This has been a hard month for the United States and our allies. It has been particularly brutal for the Afghans as the crisis in their country rages on and does not promise a happy ending.
President Joseph Biden, who I voted for and still strongly support, has made what seem to be tragic strategic errors as he winds down the American commitment in Afghanistan. But one of the lessons I learned during my years of leading comparatively small government agencies is that in times of multi-dimensional crises––times where manifold forces rush in from different directions––the full story will not be known until the smoke clears. Then, calm minds can think and analyze together.
It is clear that mistakes were made, beginning with the U.S invasion of the country 20 years ago and continuing through today. We need to learn from those mistakes. The goal, therefore, should be to seek the facts and the truth, identify the missteps, and enact policies to ensure they never occur again. It is then that those who were leaders throughout the years of compounding errors can be held to account.

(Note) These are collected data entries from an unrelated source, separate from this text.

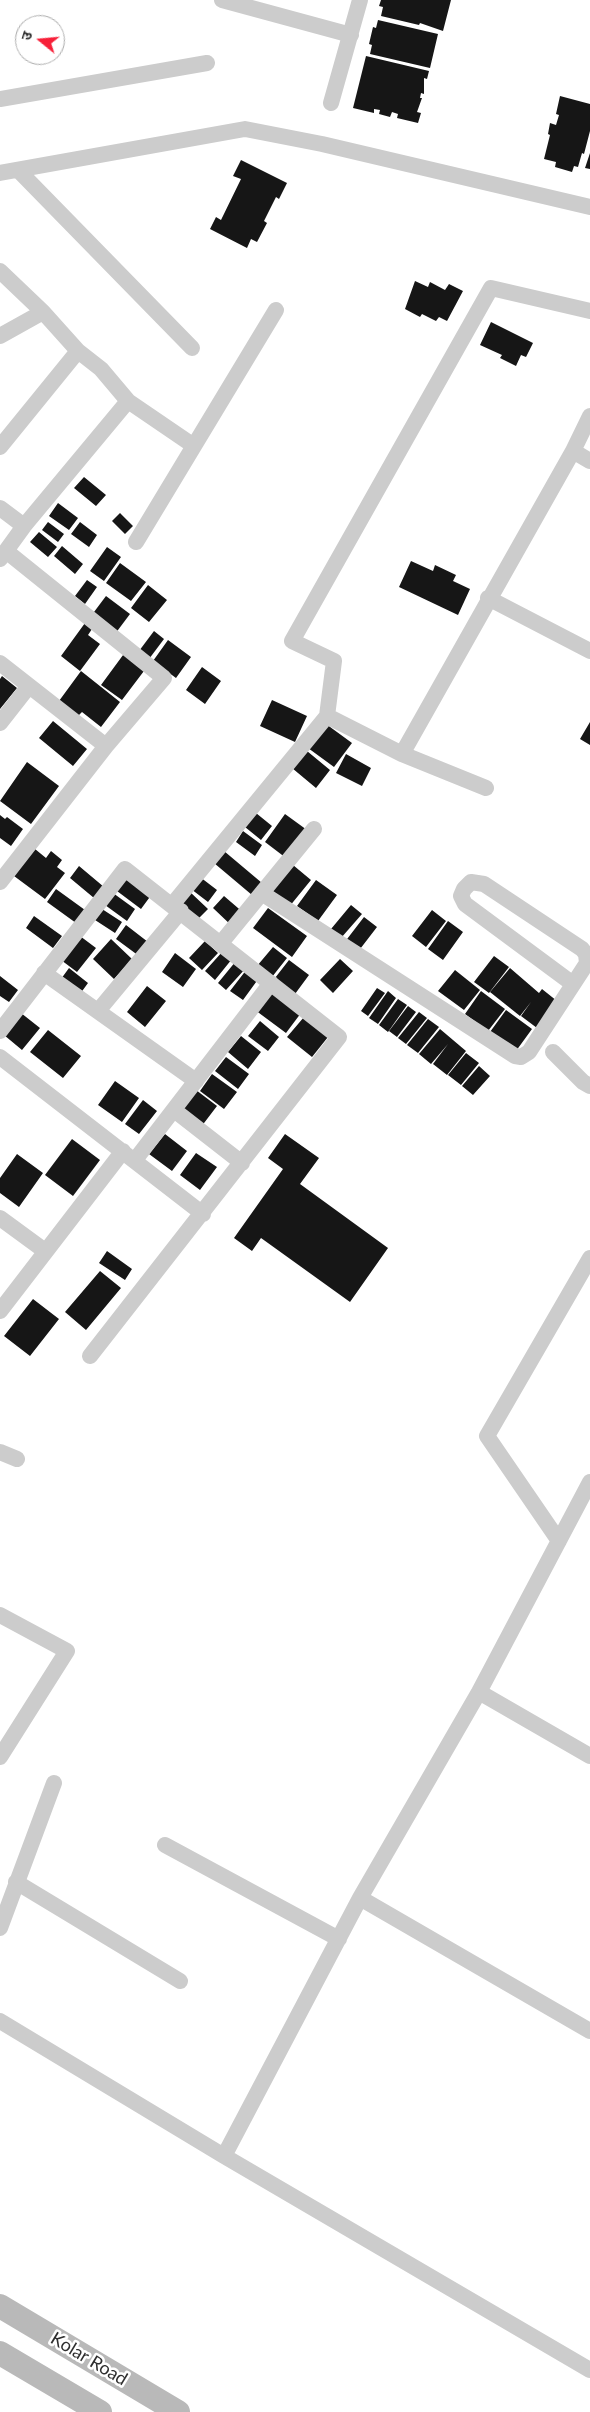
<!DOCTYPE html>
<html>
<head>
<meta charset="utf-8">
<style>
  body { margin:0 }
  #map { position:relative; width:590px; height:2412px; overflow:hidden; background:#fff; font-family:Lato,"Noto Sans Devanagari",sans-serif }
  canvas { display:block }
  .north { position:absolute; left:15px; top:15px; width:50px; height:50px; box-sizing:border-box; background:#fff; border:1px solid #acacac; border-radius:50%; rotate:287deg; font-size:14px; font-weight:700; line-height:20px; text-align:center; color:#2f2f2f }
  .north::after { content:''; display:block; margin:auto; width:18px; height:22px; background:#f72039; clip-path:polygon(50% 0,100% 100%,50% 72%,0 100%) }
</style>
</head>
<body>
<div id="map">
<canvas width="590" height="2412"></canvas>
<div class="north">उ</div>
</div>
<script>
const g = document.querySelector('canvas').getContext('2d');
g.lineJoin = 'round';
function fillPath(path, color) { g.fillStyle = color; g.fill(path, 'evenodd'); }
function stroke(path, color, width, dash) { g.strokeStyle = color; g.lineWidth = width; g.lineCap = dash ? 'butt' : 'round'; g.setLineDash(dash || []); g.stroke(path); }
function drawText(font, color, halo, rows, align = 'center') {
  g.font = font + ' Lato,sans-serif'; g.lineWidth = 5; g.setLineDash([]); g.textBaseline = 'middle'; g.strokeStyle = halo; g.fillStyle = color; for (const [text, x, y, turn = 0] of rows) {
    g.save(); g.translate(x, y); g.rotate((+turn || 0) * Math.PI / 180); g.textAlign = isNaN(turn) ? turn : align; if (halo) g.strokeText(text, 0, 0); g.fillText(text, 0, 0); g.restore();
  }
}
fillPath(new Path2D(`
  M381,0H451L443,31L420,23L419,25L381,16L383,7L379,6Z
  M378,20L438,34L430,68L370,54L372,45L369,44L373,27L376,28Z
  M366,56L429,71L427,79L424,78V94L421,93L420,98H422L417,112L421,113L418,123L397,118L398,114L392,112L390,117L379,114L380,110L374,109V113L353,108Z
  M560,96L590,104V131L584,154L582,153L578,167L574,166L572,172L555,167L556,162L544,159L550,135L548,134L550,123L556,125L559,115L556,114Z
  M590,153V169L585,168Z
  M241,160L287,183L279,199L276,197L264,221L267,223L257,242L251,239L247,248L210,229L216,217L221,220L241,179L233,176Z
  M415,281L428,287L430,282L445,290L449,284L463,291L447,321L439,317L436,321L422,314L420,317L405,309Z
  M491,322L533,343L526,357L521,355L516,366L500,358L502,355L480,345Z
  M84,477L106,495L96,506L74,488Z
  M58,503L78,518L69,530L49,516Z
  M120,513L133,526L125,534L112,521Z
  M48,522L64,534L58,542L42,530Z
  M80,522L97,535L89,547L71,534Z
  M39,532L57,547L48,557L30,542Z
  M62,546L83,564L75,574L54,556Z
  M107,547L121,557L104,581L90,571Z
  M411,561L433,571L435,565L456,575L453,581L470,589L458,615L399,587Z
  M120,563L146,582L131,601L106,583Z
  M87,580L97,587L85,604L75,596Z
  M148,585L167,600L149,622L131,608Z
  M106,596L130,614L115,634L91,616Z
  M85,623L92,629L88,635L100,644L80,671L61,656Z
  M154,631L164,639L149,659L139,651Z
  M168,640L191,657L176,678L153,661Z
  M126,651L147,667L122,700L101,685Z
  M202,667L221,681L205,704L186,690Z
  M81,671L120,702L101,727L82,712L78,716L59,701Z
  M2,676L17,688L0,709V679Z
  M272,700L307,716L295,742L260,726Z
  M53,721L87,749L73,766L39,738Z
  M590,722V745L580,739Z
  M326,724L352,743L334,767L308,748Z
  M307,751L330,770L316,788L292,768Z
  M346,754L371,768L362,786L336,773Z
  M27,762L59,786L31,824L0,801Z
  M256,813L272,826L261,840L245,827Z
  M285,814L307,830L286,858L265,842Z
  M0,815L5,819L7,817L23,829L11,846L0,838Z
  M243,831L262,845L255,856L236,842Z
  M35,849L46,858L51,851L62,860L57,867L65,873L45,899L14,876Z
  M224,851L262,883L252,895L214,863Z
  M293,865L311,880L289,907L271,892Z
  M79,866L104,887L94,898L70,878Z
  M128,876L152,894L141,909L117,891Z
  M200,877L217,890L208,902L191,889Z
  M316,880L337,895L318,921L297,906Z
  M56,889L85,910L76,923L47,902Z
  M189,891L208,909L197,920L178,903Z
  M113,893L135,909L127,921L105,905Z
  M224,896L245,914L233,927L213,908Z
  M351,905L362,914L341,938L331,929Z
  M268,908L307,936L292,957L253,928Z
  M102,909L122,922L115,933L95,920Z
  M432,910L446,921L426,947L412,936Z
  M34,916L62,936L53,948L26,928Z
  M364,917L377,927L357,953L344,943Z
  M448,921L463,932L443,960L428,949Z
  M126,925L148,942L139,956L116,939Z
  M80,936L96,948L77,972L61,960Z
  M111,939L132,959L114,979L93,959Z
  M205,941L218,953L202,970L189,958Z
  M273,947L287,958L272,977L257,966Z
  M223,951L232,959L215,980L205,971Z
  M175,953L196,969L183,987L162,972Z
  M494,956L509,967L489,993L474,982Z
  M340,959L353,971L333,993L320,980Z
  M289,960L309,975L295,994L275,978Z
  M236,961L245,969L226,990L218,983Z
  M69,968L88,983L80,994L61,979Z
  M510,968L539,993L542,989L557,1001L537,1028L521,1016L531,1002L520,1016L490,992Z
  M247,969L259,978L243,1000L230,991Z
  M455,970L480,990L464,1010L438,991Z
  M0,976L18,990L9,1002L0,996Z
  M147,986L166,1001L145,1027L127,1012Z
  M377,988L385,993L368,1016L361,1011Z
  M270,990L301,1013L286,1033L255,1010Z
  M388,991L396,998L378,1024L369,1018Z
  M481,991L505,1009L488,1031L465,1014Z
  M398,999L407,1005L388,1032L379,1025Z
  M408,1006L416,1012L397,1037L389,1031Z
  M506,1010L532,1029L516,1051L490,1032Z
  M419,1012L427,1018L406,1044L398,1038Z
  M21,1013L40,1028L22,1050L4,1035Z
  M304,1017L328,1037L312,1057L287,1037Z
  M428,1019L439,1027L418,1053L407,1045Z
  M260,1021L279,1037L268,1051L248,1036Z
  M440,1029L466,1051L447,1075L433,1064L448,1044L431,1064L419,1054Z
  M48,1030L81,1056L63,1078L30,1052Z
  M241,1036L261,1052L248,1069L228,1052Z
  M466,1053L479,1063L461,1085L448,1075Z
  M226,1057L249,1074L238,1089L215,1071Z
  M479,1066L490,1076L473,1095L462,1086Z
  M212,1074L237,1092L224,1109L200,1091Z
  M115,1081L139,1098L122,1122L98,1105Z
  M196,1090L217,1106L201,1127L180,1111Z
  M143,1100L157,1111L139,1134L125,1124Z
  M165,1134L187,1151L172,1171L149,1154Z
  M285,1134L319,1158L300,1184L388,1248L350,1302L261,1238L252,1251L234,1238L283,1169L268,1158Z
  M72,1139L100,1160L73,1196L45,1175Z
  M196,1153L217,1167L200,1190L180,1175Z
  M17,1154L43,1173L19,1207L0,1193V1178Z
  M107,1251L132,1269L125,1280L99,1263Z
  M100,1271L121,1288L86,1330L65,1312Z
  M33,1299L59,1319L30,1356L4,1336Z`), '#161616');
stroke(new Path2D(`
  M222,0L351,35
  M0,99L207,63
  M331,103L360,0
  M18,170L192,348
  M0,173L245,129L322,144L590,207
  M0,271L43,312L78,351L101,369L128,401
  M0,336L43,312
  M0,447L78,351
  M573,451L590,461
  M0,508L24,526
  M136,542L276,310
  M0,559L24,526L128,401L194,446
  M488,598L590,651
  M0,663L106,746
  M327,716L334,661L292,641L491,288L590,311
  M0,723L29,686
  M402,754L486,788
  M0,882L106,746L164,678L6,551
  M263,894L515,1056L521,1057L529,1052L587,963L586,954L582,949L484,884L471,882L464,889L461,896L465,904L573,984
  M172,905L327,716L402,754L573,451L590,416
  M221,943L314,829
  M44,973L196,1081
  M98,1011L181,911
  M0,1031L125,869L339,1037L90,1356
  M553,1052L583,1082L590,1086
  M0,1057L203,1214
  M174,1110L242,1163
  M135,1160L271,983
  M0,1218L45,1251
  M0,1311L123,1151
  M0,1452L17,1459
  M559,1541L487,1436L590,1258
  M0,1615L67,1651L0,1757
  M479,1692L590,1756
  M165,1845L339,1939
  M16,1882L180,1981
  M360,1898L590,2031
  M0,1928L54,1783
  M0,2021L224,2156L590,2370
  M224,2156L360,1898L479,1692L590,1482`), '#ccc', 16);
stroke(new Path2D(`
  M0,2306L178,2412
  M0,2353L100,2412`), '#b9b9b9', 24);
drawText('18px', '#2f2f2f', '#fff', [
  ["Kolar Road",89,2359,31]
]);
</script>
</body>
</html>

That is what a competent government would do. However, we Americans instead seek partisan advantage in the chaos. My knowledge about Afghanistan and the war is limited to what I pick up in the news, and my guess is that the same goes for most Americans. As time progresses, we will learn more, and I am holding my final judgement until such a time.
Domestic Issues are Obscured
In the meantime, there are domestic issues that have been obscured by the unfolding tragedies of war. The biggest of these is our dysfunctional politics and the damage being inflicted on our democratic system of governance by a divisive brand of partisanship. The work of our government is being compromised by America’s increasingly hostile politics. We are no longer a nation united around common principles, but a nation divided into factions and competing interest groups.

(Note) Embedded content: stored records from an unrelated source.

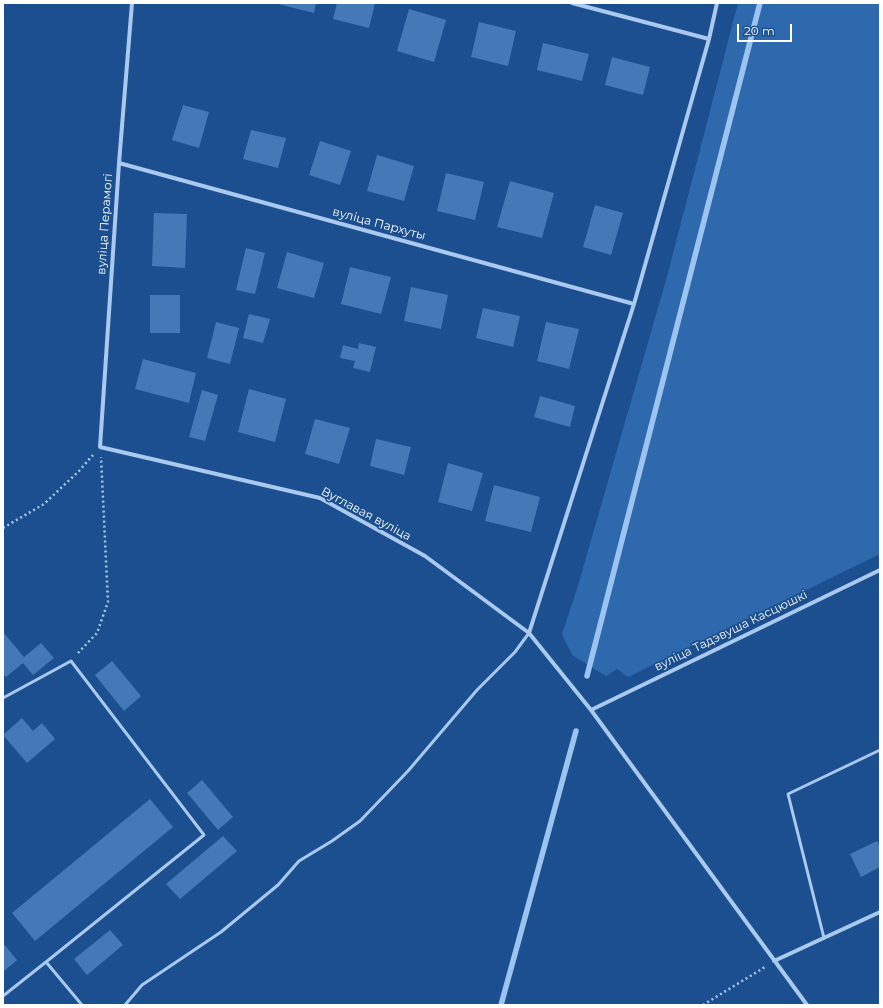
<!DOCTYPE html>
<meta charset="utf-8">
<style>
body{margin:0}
#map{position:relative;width:883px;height:1008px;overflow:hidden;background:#1b4f8f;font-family:Montserrat,sans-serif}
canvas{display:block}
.frame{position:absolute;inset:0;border:4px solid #fff;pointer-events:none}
.scale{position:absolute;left:737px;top:24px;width:55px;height:18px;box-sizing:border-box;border:2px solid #fff;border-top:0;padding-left:5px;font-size:12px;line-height:14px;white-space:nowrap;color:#fff;-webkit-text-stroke:3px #1b4f8f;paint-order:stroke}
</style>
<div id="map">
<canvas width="883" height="1008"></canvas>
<div class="frame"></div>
<div class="scale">20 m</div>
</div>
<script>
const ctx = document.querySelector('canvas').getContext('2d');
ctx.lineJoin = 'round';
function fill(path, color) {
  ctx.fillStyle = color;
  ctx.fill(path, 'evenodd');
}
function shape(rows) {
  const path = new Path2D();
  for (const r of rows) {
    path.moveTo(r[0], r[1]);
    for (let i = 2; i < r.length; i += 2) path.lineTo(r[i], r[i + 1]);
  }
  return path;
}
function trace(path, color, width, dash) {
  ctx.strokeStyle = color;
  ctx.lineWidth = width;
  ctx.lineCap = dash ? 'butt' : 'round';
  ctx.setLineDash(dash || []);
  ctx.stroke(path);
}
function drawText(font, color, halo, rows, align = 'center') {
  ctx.font = font + ' Montserrat,sans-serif';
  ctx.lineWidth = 3.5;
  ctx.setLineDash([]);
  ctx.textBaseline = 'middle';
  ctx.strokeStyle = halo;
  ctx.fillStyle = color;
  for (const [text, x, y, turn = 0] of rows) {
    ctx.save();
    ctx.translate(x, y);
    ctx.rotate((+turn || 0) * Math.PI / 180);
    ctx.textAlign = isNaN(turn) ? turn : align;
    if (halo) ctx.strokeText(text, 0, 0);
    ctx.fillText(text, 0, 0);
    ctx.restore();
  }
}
const green = shape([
 [738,3,880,3,880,554,628,677,617,669,606,676,572,655,562,634,577,589,668,273]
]);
const stream = shape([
 [587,676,760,3],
 [501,1005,576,731]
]);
const building = shape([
 [274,3,316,3,314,13],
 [337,3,375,3,369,28,333,19],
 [409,9,446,20,434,62,397,51],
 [479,22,516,31,508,66,471,57],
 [543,43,589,54,582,81,537,70],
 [612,57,650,67,643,95,605,85],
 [183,105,209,112,199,148,172,140],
 [251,130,286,138,278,168,243,159],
 [320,141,351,151,340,185,309,175],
 [377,155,414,166,404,201,367,191],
 [446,173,484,182,475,220,437,211],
 [510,181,554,193,542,238,497,227],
 [595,205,623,213,611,255,583,247],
 [154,213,187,214,185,268,152,266],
 [246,248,265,253,255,294,236,290],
 [287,252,324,263,314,298,277,288],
 [350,267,391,277,381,314,341,304],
 [411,287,448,295,441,329,404,321],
 [150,295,180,295,180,333,150,333],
 [483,308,520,316,513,347,476,338],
 [249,314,270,319,263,343,243,338],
 [216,322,239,328,230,364,207,358],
 [546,322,579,329,569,369,537,361],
 [359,343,376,347,370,372,353,368,355,361,340,358,343,345,358,349],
 [143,359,196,373,189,403,135,389],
 [249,389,286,399,275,442,238,432],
 [202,390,218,395,205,441,189,437],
 [540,396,575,406,570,427,534,417],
 [315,419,350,428,339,464,305,454],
 [376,439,411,447,404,475,370,466],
 [448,463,483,473,472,511,438,502],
 [494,485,540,497,531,532,485,521],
 [3,632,24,657,41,643,54,658,33,675,23,663,6,677,3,674],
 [112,661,141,696,124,711,95,675],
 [22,718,33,731,42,723,55,739,27,763,3,735],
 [202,780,233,817,218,830,187,793],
 [150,799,173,827,35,941,12,913],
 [223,836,237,851,180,899,166,884],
 [877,841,880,846,880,867,861,877,850,854],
 [110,930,123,945,87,975,74,959],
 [3,943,17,960,3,972]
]);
const path = shape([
 [3,528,44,504,79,471,93,455],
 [78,653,97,633,108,602,101,457],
 [703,1005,765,967]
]);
const lane = shape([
 [3,698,71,661,204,835,46,962,82,1005],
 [824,938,788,794,880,750],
 [3,996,46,962],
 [125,1005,142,985,221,932,278,885,299,861,332,841,360,821,408,771,477,690,515,652,529,633]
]);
const street = shape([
 [132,3,119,163,100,447,320,498,425,556,529,633,591,710,807,1005],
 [572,3,709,39],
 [119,163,634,304],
 [529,633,634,304,709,39,717,3],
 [591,710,880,570],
 [774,961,880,912]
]);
const streetNames = [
 ["вуліца Перамогі",105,224,-86],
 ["вуліца Пархуты",379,224,15],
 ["Вуглавая вуліца",366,514,28],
 ["вуліца Тадэвуша Касцюшкі",731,631,-26]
];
fill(green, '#2e69ad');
trace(stream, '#9cc4f0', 5.5);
fill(building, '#4478b7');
trace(path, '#a9c9ee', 2.5, [2, 3]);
trace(lane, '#a9c9ee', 3);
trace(street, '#a9c9ee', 4);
drawText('12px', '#fff', '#1b4f8f', streetNames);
</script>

This is not new. I wrote about the same issue in my book a decade ago: “When our union’s founders turned from fighting an oppressor to forming a nation, they were not of one mind, but they held a common vision: the idea of a democratic form of government that was committed to ensuring justice and domestic tranquility, promoting the general welfare and securing the ‘blessings of liberty’ for their generation and generations to come…
“Moving from the generalities of a shared vision to the particulars of a new government required ongoing and thoughtful debate, careful listening and constant compromise. In the process they found that the tensile strength of the infant nation’s fabric increased as pieces of competing arguments were woven into a whole cloth that has held the country together for more than two centuries: the Constitution of the United States of America.

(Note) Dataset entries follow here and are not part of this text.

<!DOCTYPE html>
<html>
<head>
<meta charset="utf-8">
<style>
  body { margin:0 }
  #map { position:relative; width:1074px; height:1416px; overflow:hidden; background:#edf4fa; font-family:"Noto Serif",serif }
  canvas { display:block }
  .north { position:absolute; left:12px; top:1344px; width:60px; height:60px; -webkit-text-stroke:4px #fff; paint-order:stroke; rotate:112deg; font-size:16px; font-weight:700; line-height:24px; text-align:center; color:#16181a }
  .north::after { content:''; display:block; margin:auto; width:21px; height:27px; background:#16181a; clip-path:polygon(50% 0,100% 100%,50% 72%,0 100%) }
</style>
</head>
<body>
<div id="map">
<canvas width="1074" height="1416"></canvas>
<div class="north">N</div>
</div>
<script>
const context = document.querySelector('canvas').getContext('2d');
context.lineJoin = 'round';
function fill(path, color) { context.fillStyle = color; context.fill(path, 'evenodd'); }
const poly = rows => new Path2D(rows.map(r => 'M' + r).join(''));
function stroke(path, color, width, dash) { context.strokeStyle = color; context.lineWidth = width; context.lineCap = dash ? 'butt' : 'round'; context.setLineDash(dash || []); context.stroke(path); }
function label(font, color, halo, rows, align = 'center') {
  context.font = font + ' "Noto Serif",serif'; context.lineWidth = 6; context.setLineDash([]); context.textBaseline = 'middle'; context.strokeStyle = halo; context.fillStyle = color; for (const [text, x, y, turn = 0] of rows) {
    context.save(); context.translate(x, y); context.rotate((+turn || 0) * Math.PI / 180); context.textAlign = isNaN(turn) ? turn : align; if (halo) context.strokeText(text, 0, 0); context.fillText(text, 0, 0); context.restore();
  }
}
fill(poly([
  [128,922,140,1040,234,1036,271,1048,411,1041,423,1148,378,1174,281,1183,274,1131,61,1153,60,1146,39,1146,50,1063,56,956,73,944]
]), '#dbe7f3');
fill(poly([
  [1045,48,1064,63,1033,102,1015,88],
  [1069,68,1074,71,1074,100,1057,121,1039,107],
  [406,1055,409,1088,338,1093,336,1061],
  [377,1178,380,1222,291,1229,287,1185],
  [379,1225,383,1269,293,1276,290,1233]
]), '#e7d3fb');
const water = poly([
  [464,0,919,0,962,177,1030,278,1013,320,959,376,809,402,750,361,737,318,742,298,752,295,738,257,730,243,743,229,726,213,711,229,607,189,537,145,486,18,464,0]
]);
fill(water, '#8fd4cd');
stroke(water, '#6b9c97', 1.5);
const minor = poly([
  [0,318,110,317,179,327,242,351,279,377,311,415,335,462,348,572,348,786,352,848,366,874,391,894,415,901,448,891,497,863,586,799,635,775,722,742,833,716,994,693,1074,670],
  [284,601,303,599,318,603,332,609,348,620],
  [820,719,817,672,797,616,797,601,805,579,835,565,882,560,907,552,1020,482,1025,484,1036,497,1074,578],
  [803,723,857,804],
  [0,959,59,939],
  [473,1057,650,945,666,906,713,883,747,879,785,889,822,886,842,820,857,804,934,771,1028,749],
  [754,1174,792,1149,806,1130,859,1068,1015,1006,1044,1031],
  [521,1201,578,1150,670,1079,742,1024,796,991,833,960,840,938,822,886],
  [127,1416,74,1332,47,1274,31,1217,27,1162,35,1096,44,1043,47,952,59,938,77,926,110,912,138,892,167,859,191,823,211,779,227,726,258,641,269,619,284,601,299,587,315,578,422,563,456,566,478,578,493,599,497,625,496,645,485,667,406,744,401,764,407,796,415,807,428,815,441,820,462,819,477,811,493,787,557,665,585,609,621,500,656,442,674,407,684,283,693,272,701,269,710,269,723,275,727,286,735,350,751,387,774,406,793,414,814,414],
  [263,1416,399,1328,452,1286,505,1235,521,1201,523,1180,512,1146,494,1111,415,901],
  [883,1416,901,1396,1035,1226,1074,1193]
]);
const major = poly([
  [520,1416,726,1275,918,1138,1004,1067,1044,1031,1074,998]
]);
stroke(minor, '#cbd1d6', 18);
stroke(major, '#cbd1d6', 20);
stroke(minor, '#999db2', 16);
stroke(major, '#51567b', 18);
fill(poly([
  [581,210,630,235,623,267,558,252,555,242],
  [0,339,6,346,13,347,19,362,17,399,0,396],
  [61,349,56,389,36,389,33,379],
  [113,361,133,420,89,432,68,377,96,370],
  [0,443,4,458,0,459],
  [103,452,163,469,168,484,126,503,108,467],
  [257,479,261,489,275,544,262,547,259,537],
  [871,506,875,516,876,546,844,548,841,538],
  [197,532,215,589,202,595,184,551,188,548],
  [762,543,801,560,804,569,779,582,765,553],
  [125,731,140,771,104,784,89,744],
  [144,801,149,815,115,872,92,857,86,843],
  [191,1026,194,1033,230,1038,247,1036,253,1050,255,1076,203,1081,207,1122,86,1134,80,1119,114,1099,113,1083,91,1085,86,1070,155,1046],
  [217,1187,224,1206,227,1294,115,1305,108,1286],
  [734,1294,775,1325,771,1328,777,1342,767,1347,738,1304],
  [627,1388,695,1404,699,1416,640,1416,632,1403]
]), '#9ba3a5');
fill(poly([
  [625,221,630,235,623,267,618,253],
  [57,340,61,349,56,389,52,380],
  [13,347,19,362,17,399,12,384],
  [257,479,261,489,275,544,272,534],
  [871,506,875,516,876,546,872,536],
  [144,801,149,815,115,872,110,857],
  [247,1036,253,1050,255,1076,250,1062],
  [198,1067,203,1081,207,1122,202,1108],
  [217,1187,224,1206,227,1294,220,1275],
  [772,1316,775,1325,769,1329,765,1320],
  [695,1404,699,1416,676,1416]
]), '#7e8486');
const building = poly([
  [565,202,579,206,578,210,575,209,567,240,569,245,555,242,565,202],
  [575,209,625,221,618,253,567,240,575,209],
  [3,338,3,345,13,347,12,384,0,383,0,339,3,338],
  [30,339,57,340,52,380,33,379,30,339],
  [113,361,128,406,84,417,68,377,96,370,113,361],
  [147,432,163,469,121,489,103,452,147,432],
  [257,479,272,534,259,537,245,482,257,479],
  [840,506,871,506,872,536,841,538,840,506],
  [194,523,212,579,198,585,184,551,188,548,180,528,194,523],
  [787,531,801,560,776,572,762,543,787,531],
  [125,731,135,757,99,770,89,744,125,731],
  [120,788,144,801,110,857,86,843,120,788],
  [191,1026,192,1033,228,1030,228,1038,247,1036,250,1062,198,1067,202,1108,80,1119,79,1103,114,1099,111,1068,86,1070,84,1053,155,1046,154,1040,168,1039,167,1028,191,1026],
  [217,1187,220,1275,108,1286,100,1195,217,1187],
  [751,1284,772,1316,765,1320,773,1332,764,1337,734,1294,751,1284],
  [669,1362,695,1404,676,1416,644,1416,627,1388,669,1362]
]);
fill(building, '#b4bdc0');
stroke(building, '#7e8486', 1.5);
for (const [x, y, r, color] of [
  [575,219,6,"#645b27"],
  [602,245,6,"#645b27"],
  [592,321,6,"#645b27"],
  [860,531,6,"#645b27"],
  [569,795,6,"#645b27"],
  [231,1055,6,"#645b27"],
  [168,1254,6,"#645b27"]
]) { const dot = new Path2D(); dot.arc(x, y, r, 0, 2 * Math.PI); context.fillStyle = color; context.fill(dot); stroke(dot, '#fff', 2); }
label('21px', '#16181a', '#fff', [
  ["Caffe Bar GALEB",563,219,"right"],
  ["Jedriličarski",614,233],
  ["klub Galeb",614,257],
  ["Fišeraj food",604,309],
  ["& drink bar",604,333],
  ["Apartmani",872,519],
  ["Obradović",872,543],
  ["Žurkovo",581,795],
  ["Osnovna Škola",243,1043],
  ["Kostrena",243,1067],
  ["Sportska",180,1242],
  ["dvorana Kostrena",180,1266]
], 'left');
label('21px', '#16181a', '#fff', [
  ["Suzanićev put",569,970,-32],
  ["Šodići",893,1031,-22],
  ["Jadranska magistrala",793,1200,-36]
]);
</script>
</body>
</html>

Shared Vision and Willing Engagement
“What continues to give the Constitution life and power through more than two centuries of changing times are the initial ingredients of a shared vision and a willingness to engage one another in a mutual search for the common good. Today, however, the vision has fractured and engagement has become an ideological battle in service of one’s political party rather than the national interest.
“The founders promised that the blessings of the new nation would last for posterity. I fear that my generation is on the verge of becoming the first to break that promise… Today’s ‘my way or the highway’ debating has created a ‘new normal,’ leaving a non-collaborative form of governance at the epicenter of our national crisis. The best gift my generation can give to (our) grandchildren, is to rebel against the entrenched ideologues. We need to lead the way back to the future…and recover the quest for a society that aspires to rebuild that shared vision. It is time to reignite the founders’ spirit of engaging one another as we launch a mutual search for a 21st-century America.”
Remember, the last four paragraphs above were written in 2011. The only change in our political climate since then is that it has gotten worse. While there is not much we citizens can do about Afghanistan in the moment, we do have the power to begin changing our politics. It is up to us—the voters— to reverse the trend. Elected leaders will continue to listen to and repeat nonsense as long as they think that bizarre belligerence, big lies and “alternative facts” motivate us.
Stand Up, Speak Out!
Stand up and speak out against the absurdity of QAnon. Stand up and repudiate violent hate groups like the Proud Boys, Boogalo Bois, Oath Keepers, Three Percenters, and Antifa. Stand up and speak out, because they are “standing by,” and in the absence of our voices and our actions they will prevail.
Bill Jamieson’s career has included leadership positions in business, government, and education. He was also an ordained deacon in the Episcopal Church and his ministry centered around advocacy for low-income families and children.